Hectares of rice plots under water in Ourong
An island area par excellence, Ourong is a peaceful and calm village, populated by nearly 950 inhabitants. Accessible by canoe, the island offers a decor of hard and clay houses.
After a crossing of at least an hour through bolongs (word for channel in Casamance) covered with mangroves, a team of APS journalists finally arrived on the island. Silence everywhere. Only the chirping of birds resonates.
Ourong, like the other islands visited in the commune of Diembéring, notably Diogué, Cachouane, Gnikine and Carabane, also suffers from the rapid advance of the sea.
”In Ourong, as in the other islands of the commune of Diembéring, hectares of rice plots are under water,” indicates Babacar Dji Coly, communications manager for the Project to strengthen the economic and environmental resilience of the coastal zones of the Casamance base (REEZO).

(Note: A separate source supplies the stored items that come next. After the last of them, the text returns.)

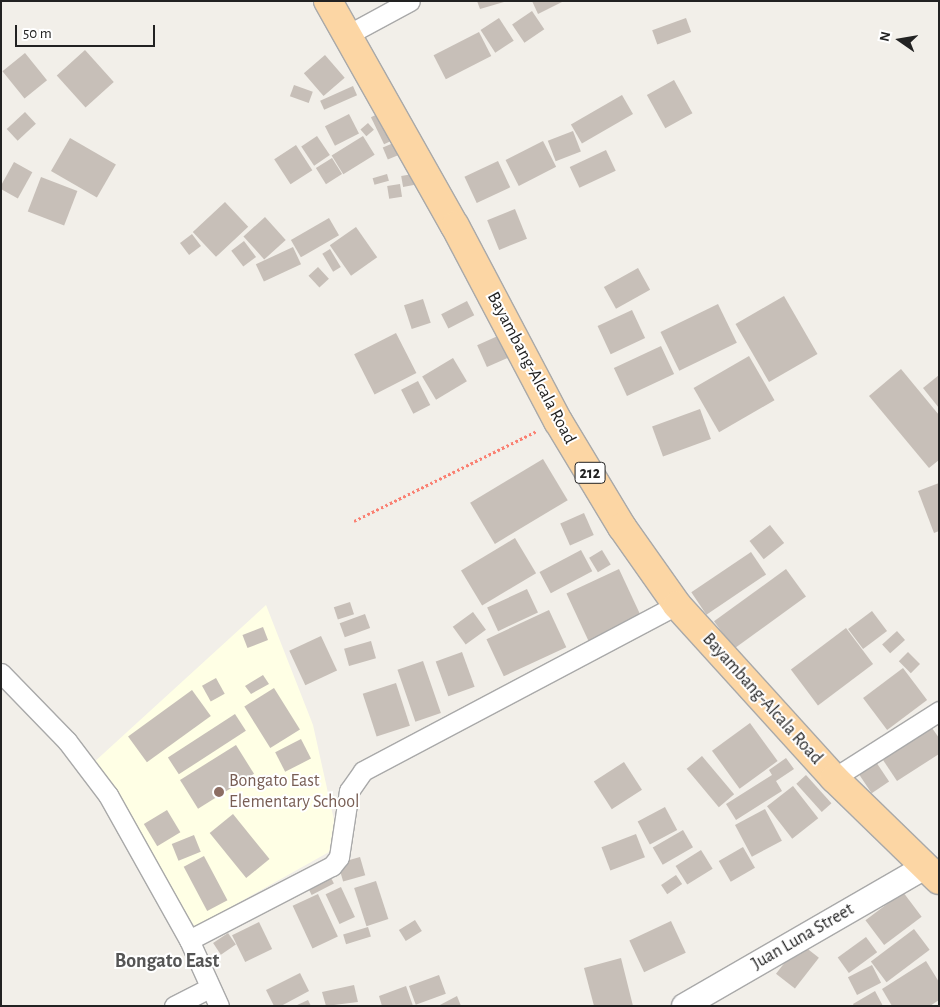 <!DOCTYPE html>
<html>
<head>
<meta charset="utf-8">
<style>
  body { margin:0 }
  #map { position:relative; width:940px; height:1007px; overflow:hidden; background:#f2efe9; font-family:"Alegreya Sans",sans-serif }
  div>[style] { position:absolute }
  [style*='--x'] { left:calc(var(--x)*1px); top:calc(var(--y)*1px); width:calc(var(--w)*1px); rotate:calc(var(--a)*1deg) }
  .education>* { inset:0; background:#ffffe5 }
  .building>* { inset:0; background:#c7bfb8; transform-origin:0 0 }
  .path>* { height:3px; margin-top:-1.5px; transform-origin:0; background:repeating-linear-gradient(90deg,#fa8072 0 2.5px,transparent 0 5px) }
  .roads { filter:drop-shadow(1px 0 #a9a9a9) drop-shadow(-1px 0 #a9a9a9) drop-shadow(0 1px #a9a9a9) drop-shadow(0 -1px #a9a9a9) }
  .minor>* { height:19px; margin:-9.5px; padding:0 9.5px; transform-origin:9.5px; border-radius:9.5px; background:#fff }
  .tertiary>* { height:24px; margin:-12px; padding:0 12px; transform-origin:12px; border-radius:12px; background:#fff }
  .primary>* { height:28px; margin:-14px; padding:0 14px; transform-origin:14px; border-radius:14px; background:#fcd6a4 }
  .dots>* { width:14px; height:14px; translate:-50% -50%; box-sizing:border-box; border:2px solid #fff; border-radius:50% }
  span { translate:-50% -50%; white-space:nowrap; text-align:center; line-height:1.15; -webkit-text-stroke:4px #fff; paint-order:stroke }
  .shield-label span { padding:1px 4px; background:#fff; border:1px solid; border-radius:4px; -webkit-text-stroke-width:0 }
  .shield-label { font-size:16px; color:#222; font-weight:700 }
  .street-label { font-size:18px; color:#222 }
  .education-label { font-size:18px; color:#785e54 }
  .left { translate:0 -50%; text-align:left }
  .quarter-label { font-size:20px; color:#555; font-weight:700 }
  .frame { position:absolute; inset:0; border:2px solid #222; pointer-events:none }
  .north { position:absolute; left:875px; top:15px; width:50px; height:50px; -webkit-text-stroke:4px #fff; paint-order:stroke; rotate:283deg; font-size:14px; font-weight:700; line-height:20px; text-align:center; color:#222 }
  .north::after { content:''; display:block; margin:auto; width:18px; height:22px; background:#222; clip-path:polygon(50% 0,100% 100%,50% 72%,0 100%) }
  .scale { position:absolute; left:15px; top:25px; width:140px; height:22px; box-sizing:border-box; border:2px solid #222; border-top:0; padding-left:6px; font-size:15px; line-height:18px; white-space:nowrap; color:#222; -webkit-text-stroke:4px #fff; paint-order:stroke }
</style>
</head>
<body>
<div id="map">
  <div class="education">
    <i style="clip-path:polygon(266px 605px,313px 725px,334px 820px,329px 852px,195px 927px,92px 764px)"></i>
  </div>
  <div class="building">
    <i style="clip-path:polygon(477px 1px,504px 1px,504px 2px,480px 9px)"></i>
    <i style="clip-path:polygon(532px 1px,564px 1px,538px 14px)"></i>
    <i style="left:532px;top:11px;width:22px;height:24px;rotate:56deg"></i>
    <i style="left:499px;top:18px;width:27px;height:22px;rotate:57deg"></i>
    <i style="left:686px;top:18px;width:15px;height:36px;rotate:70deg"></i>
    <i style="left:479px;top:32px;width:27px;height:51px;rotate:63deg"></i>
    <i style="left:85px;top:50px;width:43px;height:38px;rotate:48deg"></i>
    <i style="left:25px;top:53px;width:35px;height:29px;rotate:51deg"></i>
    <i style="left:325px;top:55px;width:30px;height:28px;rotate:49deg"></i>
    <i style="left:674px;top:80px;width:38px;height:31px;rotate:61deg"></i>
    <i style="left:294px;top:85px;width:20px;height:12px;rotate:20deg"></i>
    <i style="left:353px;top:86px;width:10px;height:36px;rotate:66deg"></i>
    <i style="left:622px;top:95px;width:22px;height:59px;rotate:60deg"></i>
    <i style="left:388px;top:109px;width:30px;height:19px;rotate:64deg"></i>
    <i style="left:25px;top:112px;width:16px;height:25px;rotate:47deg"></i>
    <i style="left:349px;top:114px;width:22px;height:27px;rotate:63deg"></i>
    <i style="left:368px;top:123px;width:9px;height:10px;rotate:49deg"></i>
    <i style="left:573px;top:131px;width:22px;height:27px;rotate:69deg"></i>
    <i style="left:317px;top:136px;width:23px;height:19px;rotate:56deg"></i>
    <i style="left:363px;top:136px;width:22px;height:37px;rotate:58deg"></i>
    <i style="left:70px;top:138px;width:53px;height:38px;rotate:30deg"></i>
    <i style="left:403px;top:139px;width:13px;height:22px;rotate:67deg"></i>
    <i style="left:543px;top:141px;width:29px;height:42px;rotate:63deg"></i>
    <i style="left:296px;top:145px;width:30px;height:26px;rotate:57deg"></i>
    <i style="left:606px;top:150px;width:23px;height:40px;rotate:65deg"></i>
    <i style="left:332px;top:158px;width:19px;height:19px;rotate:58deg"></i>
    <i style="left:498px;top:161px;width:29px;height:37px;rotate:65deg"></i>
    <i style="left:14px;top:162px;width:21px;height:30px;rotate:29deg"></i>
    <i style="left:387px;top:174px;width:7px;height:15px;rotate:74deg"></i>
    <i style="left:413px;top:174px;width:11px;height:12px;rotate:80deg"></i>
    <i style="left:41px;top:177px;width:39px;height:37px;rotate:21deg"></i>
    <i style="left:400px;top:184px;width:13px;height:13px;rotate:81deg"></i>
    <i style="left:225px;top:202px;width:34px;height:44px;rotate:47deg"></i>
    <i style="left:515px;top:209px;width:32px;height:30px;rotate:68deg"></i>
    <i style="left:265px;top:217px;width:31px;height:29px;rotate:48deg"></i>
    <i style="left:329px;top:218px;width:20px;height:44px;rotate:60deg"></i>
    <i style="left:356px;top:227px;width:37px;height:32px;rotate:55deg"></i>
    <i style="left:192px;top:234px;width:15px;height:15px;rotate:53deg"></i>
    <i style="left:244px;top:241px;width:20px;height:16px;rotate:53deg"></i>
    <i style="left:293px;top:247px;width:19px;height:41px;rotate:65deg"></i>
    <i style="left:330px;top:249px;width:21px;height:9px;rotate:59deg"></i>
    <i style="left:318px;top:267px;width:16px;height:13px;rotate:47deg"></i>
    <i style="left:638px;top:268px;width:25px;height:39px;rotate:61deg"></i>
    <i style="left:784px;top:296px;width:67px;height:56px;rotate:60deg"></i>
    <i style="left:423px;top:299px;width:25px;height:20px;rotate:72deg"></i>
    <i style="left:467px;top:301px;width:16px;height:29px;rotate:63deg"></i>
    <i style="left:718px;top:304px;width:43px;height:64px;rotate:64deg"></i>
    <i style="left:632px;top:310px;width:31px;height:38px;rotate:65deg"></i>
    <i style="left:396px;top:333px;width:45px;height:47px;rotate:63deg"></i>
    <i style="left:500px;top:335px;width:24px;height:25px;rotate:66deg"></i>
    <i style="left:661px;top:346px;width:31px;height:52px;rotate:65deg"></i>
    <i style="left:749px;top:356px;width:51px;height:64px;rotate:60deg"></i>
    <i style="left:453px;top:358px;width:27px;height:36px;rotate:59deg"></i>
    <i style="clip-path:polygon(901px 369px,939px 415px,939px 460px,929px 468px,869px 396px)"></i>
    <i style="clip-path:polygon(939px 375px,939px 408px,923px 388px)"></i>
    <i style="left:418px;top:381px;width:27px;height:19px;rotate:63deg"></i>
    <i style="left:700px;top:409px;width:32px;height:51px;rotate:70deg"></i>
    <i style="left:543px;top:459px;width:48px;height:85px;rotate:59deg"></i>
    <i style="clip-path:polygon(939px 483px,939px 531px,934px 533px,918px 491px)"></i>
    <i style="left:584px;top:513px;width:24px;height:26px;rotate:66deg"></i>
    <i style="left:770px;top:525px;width:23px;height:26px;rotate:52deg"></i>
    <i style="left:515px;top:538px;width:41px;height:63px;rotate:59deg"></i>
    <i style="left:581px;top:550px;width:24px;height:47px;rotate:62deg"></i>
    <i style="left:602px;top:550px;width:17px;height:15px;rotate:59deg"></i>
    <i style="left:751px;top:552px;width:27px;height:72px;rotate:56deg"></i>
    <i style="left:619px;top:569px;width:54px;height:58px;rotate:65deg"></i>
    <i style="left:786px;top:569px;width:34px;height:89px;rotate:54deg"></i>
    <i style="left:527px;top:589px;width:26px;height:44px;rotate:65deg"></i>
    <i style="left:350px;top:602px;width:13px;height:17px;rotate:72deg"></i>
    <i style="left:549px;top:610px;width:41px;height:69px;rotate:65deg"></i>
    <i style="left:872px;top:611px;width:25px;height:30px;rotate:53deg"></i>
    <i style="left:473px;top:612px;width:22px;height:25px;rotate:54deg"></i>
    <i style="left:365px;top:614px;width:15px;height:27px;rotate:70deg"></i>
    <i style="left:263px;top:627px;width:14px;height:22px;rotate:69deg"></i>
    <i style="left:846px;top:628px;width:45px;height:69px;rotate:53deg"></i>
    <i style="left:897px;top:631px;width:12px;height:20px;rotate:48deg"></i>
    <i style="left:321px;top:636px;width:38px;height:35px;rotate:65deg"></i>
    <i style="left:371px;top:641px;width:18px;height:28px;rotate:74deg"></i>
    <i style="left:462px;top:652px;width:37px;height:28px;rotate:70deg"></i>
    <i style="left:908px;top:652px;width:17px;height:13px;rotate:45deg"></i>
    <i style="left:423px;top:661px;width:55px;height:27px;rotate:71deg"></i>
    <i style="left:903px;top:668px;width:40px;height:50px;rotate:53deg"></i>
    <i style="clip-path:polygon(263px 675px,269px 684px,251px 694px,245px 686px)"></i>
    <i style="left:216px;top:678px;width:18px;height:16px;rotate:61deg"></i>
    <i style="left:396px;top:683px;width:45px;height:35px;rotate:72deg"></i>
    <i style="left:274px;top:688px;width:49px;height:35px;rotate:58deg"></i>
    <i style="left:192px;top:690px;width:32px;height:79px;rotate:54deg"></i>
    <i style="left:235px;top:714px;width:20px;height:80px;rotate:57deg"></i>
    <i style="left:750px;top:723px;width:47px;height:47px;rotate:54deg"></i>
    <i style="clip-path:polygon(930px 725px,939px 738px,939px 754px,897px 781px,881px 757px)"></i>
    <i style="left:301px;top:739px;width:22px;height:29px;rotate:63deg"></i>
    <i style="left:236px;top:745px;width:34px;height:66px;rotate:58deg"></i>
    <i style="left:702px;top:756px;width:50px;height:20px;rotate:50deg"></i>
    <i style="clip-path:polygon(786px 758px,794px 769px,776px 781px,782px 791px,736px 820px,726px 804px,772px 775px,769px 770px)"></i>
    <i style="left:874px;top:759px;width:27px;height:21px;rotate:56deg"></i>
    <i style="left:624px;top:762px;width:33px;height:36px;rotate:57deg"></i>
    <i style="left:806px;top:775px;width:38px;height:13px;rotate:48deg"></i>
    <i style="left:793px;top:786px;width:41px;height:33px;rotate:52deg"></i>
    <i style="left:665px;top:807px;width:26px;height:31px;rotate:62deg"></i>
    <i style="left:765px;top:809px;width:36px;height:34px;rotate:62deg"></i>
    <i style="left:167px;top:810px;width:26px;height:27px;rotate:59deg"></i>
    <i style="left:233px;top:814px;width:58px;height:30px;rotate:51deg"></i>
    <i style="left:683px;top:830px;width:20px;height:35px;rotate:60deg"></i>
    <i style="left:636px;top:834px;width:25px;height:37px;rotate:69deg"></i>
    <i style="left:194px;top:835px;width:18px;height:24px;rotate:68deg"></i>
    <i style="left:743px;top:847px;width:24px;height:28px;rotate:60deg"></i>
    <i style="left:701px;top:850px;width:22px;height:30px;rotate:58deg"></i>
    <i style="left:204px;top:856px;width:50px;height:23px;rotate:62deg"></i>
    <i style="left:360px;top:857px;width:19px;height:23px;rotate:74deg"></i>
    <i style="left:328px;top:872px;width:13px;height:25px;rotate:63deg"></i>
    <i style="left:676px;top:875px;width:11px;height:18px;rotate:56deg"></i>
    <i style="left:376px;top:881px;width:40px;height:23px;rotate:72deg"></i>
    <i style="left:341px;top:887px;width:33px;height:17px;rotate:65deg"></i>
    <i style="left:903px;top:892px;width:31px;height:47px;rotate:53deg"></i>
    <i style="left:318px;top:894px;width:47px;height:28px;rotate:65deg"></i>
    <i style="left:415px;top:920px;width:13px;height:19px;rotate:58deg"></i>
    <i style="left:671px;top:921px;width:35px;height:46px;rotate:65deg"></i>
    <i style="left:259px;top:922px;width:30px;height:30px;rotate:64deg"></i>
    <i style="left:368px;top:927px;width:10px;height:26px;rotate:73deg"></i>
    <i style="left:914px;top:929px;width:26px;height:54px;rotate:53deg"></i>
    <i style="left:228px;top:933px;width:14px;height:18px;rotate:56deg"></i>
    <i style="left:866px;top:937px;width:19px;height:35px;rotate:54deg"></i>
    <i style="left:800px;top:943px;width:24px;height:39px;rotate:38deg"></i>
    <i style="clip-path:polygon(621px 958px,633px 1006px,594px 1006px,584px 968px)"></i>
    <i style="clip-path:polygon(926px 961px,939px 982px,939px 1000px,930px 1006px,892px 1006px,882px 989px)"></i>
    <i style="left:872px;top:965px;width:20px;height:27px;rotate:63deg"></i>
    <i style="clip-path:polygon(300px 973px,309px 991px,281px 1006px,274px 1006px,266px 990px)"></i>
    <i style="left:439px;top:975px;width:20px;height:32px;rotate:70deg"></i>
    <i style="clip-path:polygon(354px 985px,358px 1002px,326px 1006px,322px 992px)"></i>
    <i style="clip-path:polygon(406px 986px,413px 1006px,382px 1006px,379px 996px)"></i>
    <i style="clip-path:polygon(875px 991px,883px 1006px,854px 1006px,853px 1004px)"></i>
    <i style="clip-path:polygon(457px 996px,461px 1006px,438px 1006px)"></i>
    <i style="clip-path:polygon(308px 1000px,311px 1006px,295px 1006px)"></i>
  </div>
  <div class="path">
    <i style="--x:354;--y:521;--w:204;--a:-26.2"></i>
  </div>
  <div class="roads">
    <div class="minor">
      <i style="--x:349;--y:34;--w:69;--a:-28.4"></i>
      <i style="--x:1;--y:673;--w:95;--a:45.9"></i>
      <i style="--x:67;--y:741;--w:68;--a:52.8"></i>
      <i style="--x:108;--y:795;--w:166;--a:60.8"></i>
      <i style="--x:834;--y:778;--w:125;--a:-32.5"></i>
      <i style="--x:174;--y:1006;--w:39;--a:-27"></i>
      <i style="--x:219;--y:1006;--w:72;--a:-114.4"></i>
      <i style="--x:189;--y:940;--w:161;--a:-27.4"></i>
      <i style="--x:332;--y:866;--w:11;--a:-52"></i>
      <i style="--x:339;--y:857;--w:67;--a:-81.4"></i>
      <i style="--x:349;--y:791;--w:24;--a:-55"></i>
      <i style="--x:363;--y:771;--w:355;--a:-27.9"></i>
    </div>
    <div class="tertiary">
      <i style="--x:684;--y:1006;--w:276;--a:-30"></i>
    </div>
    <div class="primary">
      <i style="--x:328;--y:1;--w:258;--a:60.6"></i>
      <i style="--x:455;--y:226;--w:221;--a:62.2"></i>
      <i style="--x:558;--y:421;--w:124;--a:58.9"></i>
      <i style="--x:622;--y:527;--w:95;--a:54.8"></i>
      <i style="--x:677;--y:605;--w:234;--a:47.8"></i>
      <i style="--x:834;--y:778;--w:146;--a:44.2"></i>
    </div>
  </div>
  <div class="dots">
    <i style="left:219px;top:792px;background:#8d6e63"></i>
  </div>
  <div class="shield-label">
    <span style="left:590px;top:473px">212</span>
  </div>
  <div class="street-label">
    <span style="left:531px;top:368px;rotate:62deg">Bayambang-Alcala Road</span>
    <span style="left:762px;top:699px;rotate:48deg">Bayambang-Alcala Road</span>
    <span style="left:803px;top:937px;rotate:-30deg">Juan Luna Street</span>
  </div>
  <div class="education-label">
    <span class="left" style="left:229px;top:792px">Bongato East<br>Elementary School</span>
  </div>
  <div class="quarter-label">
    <span style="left:167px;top:961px">Bongato East</span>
  </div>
  <div class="frame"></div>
  <div class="north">N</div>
  <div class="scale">50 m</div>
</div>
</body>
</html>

He informs that mangrove reforestation activities were carried out as part of this project with the islanders, to reduce the salinity of arable land.
Seizing this opportunity, the local populations asked for help from the central State, so that their ”habitations” and their ”rice-growing areas” are not erased from the map of Senegal, due to ”the great vulnerability” of the southern coastline, faced with the rapid advance of the sea.